### Exercise goal
Could you filter the records below and return each line that holds "function"?
* * * * * * *
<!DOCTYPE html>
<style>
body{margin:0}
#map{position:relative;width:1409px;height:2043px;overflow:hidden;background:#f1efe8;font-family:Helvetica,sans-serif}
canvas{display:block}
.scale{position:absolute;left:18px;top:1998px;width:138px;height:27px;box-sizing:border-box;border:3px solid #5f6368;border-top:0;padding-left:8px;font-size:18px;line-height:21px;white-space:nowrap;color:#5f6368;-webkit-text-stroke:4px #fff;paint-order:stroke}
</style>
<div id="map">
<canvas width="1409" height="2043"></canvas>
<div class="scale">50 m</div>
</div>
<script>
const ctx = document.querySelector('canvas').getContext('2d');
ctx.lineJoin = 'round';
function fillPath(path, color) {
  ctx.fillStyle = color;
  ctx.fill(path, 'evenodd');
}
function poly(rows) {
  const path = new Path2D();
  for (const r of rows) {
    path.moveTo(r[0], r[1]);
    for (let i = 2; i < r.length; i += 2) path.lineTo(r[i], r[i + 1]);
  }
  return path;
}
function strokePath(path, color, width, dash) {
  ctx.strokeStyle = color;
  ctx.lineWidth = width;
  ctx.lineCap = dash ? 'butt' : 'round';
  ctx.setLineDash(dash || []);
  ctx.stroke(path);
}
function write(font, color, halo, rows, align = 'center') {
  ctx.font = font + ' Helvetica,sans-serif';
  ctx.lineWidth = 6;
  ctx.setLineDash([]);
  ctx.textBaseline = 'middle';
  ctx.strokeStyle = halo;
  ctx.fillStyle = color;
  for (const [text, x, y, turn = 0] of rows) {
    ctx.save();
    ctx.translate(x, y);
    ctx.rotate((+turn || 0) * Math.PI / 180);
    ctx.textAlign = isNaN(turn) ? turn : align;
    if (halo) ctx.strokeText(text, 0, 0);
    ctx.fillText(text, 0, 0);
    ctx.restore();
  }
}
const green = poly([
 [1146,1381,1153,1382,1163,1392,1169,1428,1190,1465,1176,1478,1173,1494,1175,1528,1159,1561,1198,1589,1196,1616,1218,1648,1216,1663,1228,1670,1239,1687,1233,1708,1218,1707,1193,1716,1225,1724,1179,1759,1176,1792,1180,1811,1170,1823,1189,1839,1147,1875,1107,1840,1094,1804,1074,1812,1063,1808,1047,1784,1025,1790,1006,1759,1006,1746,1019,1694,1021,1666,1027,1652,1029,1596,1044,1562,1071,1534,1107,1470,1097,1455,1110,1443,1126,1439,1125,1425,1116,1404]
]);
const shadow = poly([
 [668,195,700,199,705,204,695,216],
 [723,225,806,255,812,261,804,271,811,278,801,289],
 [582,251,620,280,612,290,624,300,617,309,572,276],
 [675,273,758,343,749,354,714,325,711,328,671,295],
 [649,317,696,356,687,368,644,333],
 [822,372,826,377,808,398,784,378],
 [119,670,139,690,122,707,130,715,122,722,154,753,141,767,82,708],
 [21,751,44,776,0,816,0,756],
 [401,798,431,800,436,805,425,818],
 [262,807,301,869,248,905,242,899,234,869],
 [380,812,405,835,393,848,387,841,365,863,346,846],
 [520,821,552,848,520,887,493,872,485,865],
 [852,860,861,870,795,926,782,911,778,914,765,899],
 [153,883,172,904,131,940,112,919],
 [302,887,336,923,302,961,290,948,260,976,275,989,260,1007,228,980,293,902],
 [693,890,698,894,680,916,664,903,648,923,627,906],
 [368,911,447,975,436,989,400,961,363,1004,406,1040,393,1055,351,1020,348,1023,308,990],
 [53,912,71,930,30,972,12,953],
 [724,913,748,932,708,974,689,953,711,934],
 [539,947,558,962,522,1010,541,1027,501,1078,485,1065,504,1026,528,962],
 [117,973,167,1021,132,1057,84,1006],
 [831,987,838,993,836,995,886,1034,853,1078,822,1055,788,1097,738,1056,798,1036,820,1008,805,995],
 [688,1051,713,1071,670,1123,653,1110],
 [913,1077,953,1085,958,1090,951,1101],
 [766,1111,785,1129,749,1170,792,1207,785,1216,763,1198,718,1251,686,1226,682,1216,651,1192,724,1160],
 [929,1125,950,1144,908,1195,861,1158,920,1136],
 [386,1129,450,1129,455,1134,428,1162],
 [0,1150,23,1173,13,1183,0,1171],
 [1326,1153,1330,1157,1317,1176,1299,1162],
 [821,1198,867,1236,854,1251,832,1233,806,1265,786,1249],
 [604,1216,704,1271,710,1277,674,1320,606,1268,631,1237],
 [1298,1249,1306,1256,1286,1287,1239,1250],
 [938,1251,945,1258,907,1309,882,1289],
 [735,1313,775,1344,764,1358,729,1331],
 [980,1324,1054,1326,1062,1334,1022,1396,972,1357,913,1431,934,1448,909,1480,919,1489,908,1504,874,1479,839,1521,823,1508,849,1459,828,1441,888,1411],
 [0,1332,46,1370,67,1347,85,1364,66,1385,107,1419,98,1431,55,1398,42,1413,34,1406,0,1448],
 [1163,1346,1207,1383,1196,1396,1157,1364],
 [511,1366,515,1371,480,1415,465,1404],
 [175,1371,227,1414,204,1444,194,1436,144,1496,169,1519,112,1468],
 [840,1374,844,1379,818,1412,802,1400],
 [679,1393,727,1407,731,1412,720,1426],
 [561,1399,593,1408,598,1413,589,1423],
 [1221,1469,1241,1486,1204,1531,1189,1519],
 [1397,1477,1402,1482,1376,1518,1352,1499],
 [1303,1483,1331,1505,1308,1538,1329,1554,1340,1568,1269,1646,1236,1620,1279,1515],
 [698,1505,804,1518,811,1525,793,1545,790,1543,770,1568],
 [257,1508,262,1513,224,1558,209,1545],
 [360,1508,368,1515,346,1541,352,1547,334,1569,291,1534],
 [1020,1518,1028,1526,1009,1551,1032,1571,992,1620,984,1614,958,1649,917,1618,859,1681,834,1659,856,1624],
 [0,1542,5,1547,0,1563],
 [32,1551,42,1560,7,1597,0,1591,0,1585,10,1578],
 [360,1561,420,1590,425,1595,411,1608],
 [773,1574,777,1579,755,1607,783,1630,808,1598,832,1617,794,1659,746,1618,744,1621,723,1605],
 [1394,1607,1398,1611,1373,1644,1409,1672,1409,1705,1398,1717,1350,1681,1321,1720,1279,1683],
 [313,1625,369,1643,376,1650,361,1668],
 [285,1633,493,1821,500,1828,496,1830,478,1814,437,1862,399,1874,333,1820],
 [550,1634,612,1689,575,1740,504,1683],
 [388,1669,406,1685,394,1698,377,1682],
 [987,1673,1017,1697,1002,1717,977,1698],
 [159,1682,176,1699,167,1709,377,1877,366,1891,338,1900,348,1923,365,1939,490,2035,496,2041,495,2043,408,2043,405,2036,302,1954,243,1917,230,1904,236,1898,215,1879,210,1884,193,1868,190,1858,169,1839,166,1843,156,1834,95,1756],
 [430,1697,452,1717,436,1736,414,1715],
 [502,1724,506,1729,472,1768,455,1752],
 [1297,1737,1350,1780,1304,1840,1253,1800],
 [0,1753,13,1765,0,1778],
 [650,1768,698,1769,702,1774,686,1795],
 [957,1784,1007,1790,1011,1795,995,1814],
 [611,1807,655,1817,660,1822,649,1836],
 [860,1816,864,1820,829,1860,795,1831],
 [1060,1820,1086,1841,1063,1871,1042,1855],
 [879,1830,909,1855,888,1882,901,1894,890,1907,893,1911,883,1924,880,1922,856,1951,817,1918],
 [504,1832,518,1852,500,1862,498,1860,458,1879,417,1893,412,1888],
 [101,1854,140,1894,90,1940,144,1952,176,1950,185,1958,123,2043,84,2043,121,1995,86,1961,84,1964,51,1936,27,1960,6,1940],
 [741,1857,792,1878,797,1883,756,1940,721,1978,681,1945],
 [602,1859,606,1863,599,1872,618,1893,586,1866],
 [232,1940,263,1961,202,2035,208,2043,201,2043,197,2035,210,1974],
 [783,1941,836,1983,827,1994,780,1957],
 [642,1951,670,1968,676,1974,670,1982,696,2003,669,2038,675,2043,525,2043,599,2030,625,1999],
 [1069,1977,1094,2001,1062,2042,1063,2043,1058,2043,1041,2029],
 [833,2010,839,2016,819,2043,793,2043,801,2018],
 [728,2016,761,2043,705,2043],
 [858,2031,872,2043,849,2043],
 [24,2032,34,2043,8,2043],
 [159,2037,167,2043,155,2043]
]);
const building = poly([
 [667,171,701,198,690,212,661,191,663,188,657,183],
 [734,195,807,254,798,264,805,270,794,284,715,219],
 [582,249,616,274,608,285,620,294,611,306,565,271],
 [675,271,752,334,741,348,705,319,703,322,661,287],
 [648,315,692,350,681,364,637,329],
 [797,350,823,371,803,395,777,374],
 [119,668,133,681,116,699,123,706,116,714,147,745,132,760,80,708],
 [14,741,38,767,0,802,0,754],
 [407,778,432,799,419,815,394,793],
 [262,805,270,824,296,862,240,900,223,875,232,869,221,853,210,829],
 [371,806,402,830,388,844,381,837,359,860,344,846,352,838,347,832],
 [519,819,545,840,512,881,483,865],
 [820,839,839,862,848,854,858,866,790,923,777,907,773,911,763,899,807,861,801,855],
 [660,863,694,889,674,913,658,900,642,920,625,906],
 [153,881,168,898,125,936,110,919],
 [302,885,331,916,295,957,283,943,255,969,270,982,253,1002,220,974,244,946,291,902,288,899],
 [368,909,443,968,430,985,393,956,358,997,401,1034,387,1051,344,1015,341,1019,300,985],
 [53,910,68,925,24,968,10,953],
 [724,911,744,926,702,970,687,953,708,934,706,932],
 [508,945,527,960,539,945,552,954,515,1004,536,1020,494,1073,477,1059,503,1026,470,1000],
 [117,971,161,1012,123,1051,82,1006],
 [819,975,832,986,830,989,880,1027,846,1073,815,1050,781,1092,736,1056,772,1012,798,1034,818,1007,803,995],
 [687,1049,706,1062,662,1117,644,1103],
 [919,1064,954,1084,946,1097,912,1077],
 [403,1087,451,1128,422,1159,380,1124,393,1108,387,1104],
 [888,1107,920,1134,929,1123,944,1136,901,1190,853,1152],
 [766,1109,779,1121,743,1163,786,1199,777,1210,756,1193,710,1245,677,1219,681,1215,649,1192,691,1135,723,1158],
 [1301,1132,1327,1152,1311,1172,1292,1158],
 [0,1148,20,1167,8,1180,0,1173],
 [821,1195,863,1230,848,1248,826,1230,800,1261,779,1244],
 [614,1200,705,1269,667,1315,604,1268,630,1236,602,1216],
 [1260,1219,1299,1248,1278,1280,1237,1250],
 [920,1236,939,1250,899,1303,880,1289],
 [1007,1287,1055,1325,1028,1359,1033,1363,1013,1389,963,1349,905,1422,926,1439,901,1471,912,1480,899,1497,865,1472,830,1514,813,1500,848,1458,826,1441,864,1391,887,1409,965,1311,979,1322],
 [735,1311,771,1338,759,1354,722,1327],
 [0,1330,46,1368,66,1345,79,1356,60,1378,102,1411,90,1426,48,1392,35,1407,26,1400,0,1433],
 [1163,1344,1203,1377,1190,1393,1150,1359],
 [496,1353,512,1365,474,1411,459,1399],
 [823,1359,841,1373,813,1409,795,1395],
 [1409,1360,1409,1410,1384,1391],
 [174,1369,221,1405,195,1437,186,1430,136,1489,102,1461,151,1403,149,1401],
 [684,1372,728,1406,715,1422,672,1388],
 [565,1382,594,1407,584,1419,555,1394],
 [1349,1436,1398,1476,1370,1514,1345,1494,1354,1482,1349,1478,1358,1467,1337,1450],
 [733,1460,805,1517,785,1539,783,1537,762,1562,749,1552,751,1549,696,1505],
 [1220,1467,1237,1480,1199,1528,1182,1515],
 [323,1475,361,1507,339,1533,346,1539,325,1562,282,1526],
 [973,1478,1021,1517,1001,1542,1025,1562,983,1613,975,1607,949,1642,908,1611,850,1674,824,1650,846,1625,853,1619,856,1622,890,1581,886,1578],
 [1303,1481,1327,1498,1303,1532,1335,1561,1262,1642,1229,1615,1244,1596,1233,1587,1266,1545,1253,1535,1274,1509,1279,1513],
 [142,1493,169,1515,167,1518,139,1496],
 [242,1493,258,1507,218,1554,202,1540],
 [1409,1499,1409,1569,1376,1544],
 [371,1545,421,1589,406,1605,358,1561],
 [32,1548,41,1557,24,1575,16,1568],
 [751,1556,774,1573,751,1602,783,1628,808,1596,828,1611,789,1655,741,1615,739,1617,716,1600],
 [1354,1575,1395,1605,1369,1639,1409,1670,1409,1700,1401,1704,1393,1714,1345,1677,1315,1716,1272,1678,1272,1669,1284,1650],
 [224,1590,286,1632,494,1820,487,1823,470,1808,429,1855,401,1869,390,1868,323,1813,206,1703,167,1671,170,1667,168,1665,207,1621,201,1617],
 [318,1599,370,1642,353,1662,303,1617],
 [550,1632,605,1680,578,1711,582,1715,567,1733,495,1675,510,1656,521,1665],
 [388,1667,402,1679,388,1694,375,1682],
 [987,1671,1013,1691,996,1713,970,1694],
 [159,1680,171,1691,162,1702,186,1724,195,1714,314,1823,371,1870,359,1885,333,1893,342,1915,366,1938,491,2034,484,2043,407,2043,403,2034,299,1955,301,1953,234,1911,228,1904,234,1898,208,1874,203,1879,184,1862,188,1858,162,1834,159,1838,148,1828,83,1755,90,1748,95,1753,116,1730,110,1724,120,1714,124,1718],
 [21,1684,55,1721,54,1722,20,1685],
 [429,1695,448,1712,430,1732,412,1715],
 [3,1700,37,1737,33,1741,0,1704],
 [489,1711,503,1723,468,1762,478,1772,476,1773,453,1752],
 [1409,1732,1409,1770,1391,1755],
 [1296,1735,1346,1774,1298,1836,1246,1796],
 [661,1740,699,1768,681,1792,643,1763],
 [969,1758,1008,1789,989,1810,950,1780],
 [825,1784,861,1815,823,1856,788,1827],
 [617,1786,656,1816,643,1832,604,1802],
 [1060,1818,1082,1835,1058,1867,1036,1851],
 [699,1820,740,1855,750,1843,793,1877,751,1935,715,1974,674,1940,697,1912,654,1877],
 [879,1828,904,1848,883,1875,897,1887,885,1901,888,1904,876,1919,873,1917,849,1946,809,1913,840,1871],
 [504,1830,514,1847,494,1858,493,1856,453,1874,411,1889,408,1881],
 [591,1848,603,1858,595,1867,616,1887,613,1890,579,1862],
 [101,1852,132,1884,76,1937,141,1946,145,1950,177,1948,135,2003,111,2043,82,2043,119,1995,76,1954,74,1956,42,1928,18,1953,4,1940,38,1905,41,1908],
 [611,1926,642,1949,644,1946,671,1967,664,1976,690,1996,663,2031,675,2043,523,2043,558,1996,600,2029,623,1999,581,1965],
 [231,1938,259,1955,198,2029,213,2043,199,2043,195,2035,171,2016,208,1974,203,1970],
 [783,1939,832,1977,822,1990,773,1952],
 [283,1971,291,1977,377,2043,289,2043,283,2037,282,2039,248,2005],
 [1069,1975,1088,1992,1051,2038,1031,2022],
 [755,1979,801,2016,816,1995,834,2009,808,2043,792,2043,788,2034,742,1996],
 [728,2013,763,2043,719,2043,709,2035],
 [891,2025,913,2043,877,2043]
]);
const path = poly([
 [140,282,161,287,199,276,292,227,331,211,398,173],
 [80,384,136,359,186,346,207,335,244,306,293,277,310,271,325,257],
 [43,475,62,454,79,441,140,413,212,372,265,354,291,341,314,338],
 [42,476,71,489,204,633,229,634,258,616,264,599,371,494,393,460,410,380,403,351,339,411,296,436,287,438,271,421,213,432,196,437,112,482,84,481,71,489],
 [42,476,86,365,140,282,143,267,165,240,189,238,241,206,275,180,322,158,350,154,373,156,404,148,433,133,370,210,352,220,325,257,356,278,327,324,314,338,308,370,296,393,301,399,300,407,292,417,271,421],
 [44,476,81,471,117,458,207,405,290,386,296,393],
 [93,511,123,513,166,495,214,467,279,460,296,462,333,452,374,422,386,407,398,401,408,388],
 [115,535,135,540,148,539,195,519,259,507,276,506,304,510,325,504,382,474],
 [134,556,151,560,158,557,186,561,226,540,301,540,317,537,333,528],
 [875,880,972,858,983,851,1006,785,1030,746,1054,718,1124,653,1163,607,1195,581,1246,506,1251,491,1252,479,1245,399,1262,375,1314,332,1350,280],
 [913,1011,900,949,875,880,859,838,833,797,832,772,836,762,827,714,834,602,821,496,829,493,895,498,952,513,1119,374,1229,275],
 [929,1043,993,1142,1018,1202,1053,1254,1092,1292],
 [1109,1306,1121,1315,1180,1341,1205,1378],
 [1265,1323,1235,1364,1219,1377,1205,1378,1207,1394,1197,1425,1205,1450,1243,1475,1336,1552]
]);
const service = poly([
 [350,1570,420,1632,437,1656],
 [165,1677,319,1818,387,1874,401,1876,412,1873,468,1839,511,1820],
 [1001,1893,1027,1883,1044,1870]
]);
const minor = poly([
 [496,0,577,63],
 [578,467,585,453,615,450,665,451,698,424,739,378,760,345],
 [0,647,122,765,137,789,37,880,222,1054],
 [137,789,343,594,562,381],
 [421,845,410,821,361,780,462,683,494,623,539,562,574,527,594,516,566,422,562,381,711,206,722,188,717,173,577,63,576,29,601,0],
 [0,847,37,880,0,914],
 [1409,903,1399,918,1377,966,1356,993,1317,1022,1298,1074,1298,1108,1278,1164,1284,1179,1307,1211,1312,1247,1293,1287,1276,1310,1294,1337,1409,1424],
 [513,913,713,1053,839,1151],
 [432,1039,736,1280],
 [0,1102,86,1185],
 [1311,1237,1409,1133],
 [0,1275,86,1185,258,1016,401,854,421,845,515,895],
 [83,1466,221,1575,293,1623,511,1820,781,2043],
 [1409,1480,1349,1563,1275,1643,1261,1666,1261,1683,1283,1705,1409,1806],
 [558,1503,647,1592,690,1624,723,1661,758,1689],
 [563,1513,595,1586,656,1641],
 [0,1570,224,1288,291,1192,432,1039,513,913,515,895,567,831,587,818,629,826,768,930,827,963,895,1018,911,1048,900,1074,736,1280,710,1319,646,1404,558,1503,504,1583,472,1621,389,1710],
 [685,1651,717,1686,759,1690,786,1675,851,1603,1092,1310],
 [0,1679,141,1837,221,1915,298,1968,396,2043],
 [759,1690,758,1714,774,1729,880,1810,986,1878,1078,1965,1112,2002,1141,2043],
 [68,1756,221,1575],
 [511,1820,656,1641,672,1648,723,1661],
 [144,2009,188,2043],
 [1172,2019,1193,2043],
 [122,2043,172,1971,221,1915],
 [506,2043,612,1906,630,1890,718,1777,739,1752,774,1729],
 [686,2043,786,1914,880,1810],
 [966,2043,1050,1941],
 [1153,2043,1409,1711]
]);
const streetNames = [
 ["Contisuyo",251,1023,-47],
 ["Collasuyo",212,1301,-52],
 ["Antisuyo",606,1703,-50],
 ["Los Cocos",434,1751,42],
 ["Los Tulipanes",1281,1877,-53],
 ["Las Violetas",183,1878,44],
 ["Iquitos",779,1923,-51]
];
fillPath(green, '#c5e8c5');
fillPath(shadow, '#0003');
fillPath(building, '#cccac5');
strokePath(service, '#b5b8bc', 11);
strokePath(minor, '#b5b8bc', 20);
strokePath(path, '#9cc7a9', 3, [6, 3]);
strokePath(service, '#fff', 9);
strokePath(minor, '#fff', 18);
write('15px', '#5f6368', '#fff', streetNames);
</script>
* * * * * * *
### Written solution
function fillPath(path, color) {
function poly(rows) {
function strokePath(path, color, width, dash) {
function write(font, color, halo, rows, align = 'center') {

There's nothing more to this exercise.